Looking back over the three-hundred-fifty-plus-years from our vantage point today, it takes thought and effort to visualize, much less feel, what Charlotte and Pierre, experienced. Writing their story in historical fiction allowed me the freedom to probe their lives in search of human emotions.

What would they fear, love, desire?

What made them laugh, cry, or hug each other?

What would they say to each other while they shared a view or an experience?

The context of their world is a challenge for us to comprehend. Unless you can view the wilderness, feel the precarious situations, through the eyes of Charlotte, and the ambitions of a maturing Pierre, you will miss the human experience.

So how do we blend the history with the bringing to life of the names and places of 17th-century Quebec to tell the story of Charlotte and Pierre? Through correlations, assumptions, and instinct for human behavior. It's a detective story and the detective's skills of observation are brought to bear.

We do not change history, we do fill in the gaps.

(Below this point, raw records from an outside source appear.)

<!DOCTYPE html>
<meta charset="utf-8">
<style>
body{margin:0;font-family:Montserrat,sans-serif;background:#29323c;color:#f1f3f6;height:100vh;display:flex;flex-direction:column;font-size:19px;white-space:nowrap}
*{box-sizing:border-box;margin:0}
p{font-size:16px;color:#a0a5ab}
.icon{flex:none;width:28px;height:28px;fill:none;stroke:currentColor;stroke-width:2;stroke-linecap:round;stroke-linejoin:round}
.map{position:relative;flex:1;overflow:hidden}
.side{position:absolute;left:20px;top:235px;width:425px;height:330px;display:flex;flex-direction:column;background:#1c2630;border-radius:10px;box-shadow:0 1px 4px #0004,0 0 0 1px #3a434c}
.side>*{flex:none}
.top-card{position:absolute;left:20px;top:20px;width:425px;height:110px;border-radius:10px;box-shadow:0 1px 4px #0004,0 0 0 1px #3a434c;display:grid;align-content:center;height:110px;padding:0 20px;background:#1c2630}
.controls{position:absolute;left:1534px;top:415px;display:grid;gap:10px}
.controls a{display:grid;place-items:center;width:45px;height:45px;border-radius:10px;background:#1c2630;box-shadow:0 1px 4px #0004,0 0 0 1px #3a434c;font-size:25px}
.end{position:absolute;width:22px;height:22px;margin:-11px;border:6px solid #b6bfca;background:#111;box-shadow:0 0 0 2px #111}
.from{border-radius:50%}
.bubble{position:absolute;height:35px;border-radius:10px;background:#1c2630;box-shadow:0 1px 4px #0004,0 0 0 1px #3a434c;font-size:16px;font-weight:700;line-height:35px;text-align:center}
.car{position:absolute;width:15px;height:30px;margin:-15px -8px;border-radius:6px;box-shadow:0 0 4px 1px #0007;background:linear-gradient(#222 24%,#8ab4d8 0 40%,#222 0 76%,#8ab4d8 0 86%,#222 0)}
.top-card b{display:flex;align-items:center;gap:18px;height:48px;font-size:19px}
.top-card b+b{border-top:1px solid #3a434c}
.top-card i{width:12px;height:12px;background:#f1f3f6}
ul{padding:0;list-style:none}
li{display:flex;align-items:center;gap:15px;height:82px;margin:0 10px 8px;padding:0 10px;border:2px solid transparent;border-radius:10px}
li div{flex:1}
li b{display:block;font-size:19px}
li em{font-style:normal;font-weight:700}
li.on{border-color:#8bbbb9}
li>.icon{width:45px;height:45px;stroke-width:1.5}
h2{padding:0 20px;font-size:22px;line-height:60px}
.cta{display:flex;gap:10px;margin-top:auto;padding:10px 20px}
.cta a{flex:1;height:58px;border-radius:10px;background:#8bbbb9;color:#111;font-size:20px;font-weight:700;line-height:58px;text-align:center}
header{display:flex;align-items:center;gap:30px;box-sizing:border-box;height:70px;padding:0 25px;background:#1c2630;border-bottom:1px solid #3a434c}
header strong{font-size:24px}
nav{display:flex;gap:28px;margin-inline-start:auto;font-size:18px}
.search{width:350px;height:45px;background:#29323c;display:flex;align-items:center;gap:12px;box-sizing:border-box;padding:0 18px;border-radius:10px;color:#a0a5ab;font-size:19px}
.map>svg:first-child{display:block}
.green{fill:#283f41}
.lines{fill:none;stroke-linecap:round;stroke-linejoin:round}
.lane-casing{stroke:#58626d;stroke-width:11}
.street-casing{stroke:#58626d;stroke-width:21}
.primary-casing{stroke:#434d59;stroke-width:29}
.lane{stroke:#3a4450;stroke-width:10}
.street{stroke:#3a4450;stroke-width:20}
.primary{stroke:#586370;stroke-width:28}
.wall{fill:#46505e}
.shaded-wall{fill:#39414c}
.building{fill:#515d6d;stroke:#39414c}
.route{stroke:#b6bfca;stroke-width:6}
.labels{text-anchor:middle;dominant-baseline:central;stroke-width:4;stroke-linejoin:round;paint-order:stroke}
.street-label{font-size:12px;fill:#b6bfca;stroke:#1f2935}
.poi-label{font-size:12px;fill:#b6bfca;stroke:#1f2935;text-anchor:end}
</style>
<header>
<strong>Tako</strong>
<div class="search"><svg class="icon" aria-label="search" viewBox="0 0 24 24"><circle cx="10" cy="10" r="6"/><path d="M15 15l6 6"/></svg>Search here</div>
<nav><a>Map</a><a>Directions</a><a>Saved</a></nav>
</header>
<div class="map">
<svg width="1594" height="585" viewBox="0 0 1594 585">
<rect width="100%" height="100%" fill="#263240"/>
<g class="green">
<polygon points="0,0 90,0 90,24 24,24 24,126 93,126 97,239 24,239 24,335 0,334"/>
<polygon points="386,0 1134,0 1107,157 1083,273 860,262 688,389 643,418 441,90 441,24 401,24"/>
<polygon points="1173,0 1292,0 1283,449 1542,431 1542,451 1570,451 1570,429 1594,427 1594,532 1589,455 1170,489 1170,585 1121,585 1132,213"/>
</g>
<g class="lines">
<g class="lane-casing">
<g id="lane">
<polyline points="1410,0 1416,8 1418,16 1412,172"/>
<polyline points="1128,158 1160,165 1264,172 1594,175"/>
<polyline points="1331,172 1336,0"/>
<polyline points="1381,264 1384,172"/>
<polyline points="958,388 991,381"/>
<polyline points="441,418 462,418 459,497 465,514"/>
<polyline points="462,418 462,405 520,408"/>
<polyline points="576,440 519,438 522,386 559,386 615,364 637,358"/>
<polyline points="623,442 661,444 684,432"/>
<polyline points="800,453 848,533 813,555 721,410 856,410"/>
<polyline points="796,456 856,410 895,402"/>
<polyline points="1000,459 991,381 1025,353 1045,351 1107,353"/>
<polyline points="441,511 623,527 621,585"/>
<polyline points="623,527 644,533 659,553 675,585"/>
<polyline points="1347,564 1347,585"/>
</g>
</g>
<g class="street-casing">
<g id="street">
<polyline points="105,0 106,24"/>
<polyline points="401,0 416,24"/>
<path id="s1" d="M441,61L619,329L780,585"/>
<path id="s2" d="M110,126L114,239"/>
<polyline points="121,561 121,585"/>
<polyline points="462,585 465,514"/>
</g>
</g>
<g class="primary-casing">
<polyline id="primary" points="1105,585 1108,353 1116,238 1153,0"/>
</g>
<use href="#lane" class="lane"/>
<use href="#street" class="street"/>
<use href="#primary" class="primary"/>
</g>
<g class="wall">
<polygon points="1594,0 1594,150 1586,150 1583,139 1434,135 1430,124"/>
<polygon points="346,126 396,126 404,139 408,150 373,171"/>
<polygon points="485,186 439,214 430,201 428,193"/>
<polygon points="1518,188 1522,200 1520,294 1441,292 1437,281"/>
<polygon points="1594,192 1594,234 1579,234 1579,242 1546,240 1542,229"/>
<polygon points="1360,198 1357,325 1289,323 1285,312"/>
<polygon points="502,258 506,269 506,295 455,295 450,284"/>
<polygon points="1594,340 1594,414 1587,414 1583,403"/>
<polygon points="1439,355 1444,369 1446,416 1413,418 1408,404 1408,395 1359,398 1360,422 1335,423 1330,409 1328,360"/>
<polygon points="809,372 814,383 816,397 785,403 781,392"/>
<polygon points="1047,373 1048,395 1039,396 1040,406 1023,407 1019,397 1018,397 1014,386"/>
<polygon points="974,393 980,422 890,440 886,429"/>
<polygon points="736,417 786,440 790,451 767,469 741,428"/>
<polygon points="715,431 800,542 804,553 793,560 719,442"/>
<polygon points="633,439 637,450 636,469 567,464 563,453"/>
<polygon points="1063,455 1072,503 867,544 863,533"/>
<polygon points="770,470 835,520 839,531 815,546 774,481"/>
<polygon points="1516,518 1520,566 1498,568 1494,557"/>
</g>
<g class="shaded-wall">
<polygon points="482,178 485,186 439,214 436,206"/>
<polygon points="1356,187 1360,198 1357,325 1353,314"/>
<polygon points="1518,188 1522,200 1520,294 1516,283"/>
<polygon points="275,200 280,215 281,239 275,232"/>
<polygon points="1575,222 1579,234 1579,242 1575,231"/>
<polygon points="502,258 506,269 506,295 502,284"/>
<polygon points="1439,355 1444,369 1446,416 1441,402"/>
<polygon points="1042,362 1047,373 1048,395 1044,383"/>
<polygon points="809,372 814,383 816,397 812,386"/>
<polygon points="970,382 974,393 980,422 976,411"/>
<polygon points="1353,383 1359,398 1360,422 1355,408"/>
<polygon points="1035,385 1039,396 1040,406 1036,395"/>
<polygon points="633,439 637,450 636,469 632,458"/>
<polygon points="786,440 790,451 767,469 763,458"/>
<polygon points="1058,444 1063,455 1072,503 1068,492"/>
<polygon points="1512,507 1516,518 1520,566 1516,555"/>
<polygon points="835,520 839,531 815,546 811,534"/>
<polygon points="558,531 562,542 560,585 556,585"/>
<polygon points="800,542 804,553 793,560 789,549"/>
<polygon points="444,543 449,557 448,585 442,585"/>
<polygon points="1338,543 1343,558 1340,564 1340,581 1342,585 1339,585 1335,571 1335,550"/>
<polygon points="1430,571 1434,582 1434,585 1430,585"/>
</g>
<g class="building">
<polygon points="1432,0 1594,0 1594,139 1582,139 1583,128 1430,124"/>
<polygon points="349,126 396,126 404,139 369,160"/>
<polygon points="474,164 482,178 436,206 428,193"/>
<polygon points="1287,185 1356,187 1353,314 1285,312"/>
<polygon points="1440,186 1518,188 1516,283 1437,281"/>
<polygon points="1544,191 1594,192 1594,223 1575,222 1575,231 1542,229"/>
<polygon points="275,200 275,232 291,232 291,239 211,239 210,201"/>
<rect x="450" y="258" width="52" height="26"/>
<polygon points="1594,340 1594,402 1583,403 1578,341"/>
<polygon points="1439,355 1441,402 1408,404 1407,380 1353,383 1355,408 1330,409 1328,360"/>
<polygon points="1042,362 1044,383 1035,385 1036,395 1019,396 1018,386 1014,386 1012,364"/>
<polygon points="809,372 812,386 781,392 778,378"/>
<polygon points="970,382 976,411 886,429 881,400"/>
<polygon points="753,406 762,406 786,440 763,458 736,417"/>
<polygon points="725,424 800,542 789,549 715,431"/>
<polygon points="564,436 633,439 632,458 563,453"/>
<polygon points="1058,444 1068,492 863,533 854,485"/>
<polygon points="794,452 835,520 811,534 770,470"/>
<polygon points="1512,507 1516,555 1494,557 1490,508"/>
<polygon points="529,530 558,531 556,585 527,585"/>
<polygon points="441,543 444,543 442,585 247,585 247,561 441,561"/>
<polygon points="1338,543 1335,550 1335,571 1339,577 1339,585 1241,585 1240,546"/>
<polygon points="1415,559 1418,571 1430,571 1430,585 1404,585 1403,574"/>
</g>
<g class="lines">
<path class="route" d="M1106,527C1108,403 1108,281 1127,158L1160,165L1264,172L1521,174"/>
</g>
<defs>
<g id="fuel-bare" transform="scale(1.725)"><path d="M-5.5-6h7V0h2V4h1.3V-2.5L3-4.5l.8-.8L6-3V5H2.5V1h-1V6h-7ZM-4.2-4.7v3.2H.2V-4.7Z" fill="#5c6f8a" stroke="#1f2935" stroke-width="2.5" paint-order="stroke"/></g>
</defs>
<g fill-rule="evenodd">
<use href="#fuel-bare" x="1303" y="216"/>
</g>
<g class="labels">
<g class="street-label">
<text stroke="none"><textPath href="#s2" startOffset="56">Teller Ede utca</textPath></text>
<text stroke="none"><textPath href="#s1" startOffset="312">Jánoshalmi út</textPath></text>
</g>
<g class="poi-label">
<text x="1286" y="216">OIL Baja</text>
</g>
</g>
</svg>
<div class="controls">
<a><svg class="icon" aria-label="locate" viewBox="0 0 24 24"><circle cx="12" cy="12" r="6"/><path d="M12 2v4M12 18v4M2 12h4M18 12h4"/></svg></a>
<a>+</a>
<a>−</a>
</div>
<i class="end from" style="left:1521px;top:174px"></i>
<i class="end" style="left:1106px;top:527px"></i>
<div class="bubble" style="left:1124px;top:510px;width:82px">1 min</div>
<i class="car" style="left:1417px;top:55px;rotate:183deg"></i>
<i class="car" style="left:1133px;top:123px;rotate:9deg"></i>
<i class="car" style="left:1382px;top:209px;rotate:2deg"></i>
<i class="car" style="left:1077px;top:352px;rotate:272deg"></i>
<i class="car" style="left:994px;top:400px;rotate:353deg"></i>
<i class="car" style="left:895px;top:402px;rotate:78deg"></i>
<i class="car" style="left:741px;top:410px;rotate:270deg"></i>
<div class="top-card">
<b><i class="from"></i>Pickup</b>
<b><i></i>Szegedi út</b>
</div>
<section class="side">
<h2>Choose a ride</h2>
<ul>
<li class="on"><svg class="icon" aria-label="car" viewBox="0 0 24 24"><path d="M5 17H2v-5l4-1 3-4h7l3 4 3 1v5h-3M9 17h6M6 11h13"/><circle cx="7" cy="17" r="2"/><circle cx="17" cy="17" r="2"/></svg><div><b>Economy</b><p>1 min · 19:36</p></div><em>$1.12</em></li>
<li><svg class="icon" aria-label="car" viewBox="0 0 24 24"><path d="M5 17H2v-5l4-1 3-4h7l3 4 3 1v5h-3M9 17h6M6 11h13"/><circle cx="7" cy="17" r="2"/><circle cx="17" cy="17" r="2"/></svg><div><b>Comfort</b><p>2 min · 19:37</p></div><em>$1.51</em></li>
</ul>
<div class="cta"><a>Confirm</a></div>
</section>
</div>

For Charlotte Roussel, the gap is the twenty-two years of her growing up in France. History records hints, like the record of her sailing and arrival in Quebec. Our fiction does not need too many assumptions. Appearance, conversations, feelings, all the things common to every one of the filles des roi.

Pierre is more of a challenge, with a decade's gap between his birth in France to his titles in Quebec. To fill that gap we make educated assumptions, based on research of time, place, and other people of record. History tells that his grandfather, Marin Boucher, is already in Quebec. We assume he would follow. A logical assumption, and there is no historical record that refutes it. Thus we are allowed to assume what a young man like Pierre might do. Pierre's life is an amalgam of the lives of people who were recorded. If them, why not him? Historians conjecture that Pierre came as a young man and lived the life of a coureurs des bois. There's nothing to refute it.

So I hope you can see that writing historical fiction is more than "making up stuff" for real characters to say. To be effective, authentic, the writer needs to study all they can find about the time, other players, other contexts, that might give hints as to where your Charlotte could have fit in – and what she would have felt about where you dropped her.

For me, writing in this genre has added whole new satisfying dimensions to my writing journey.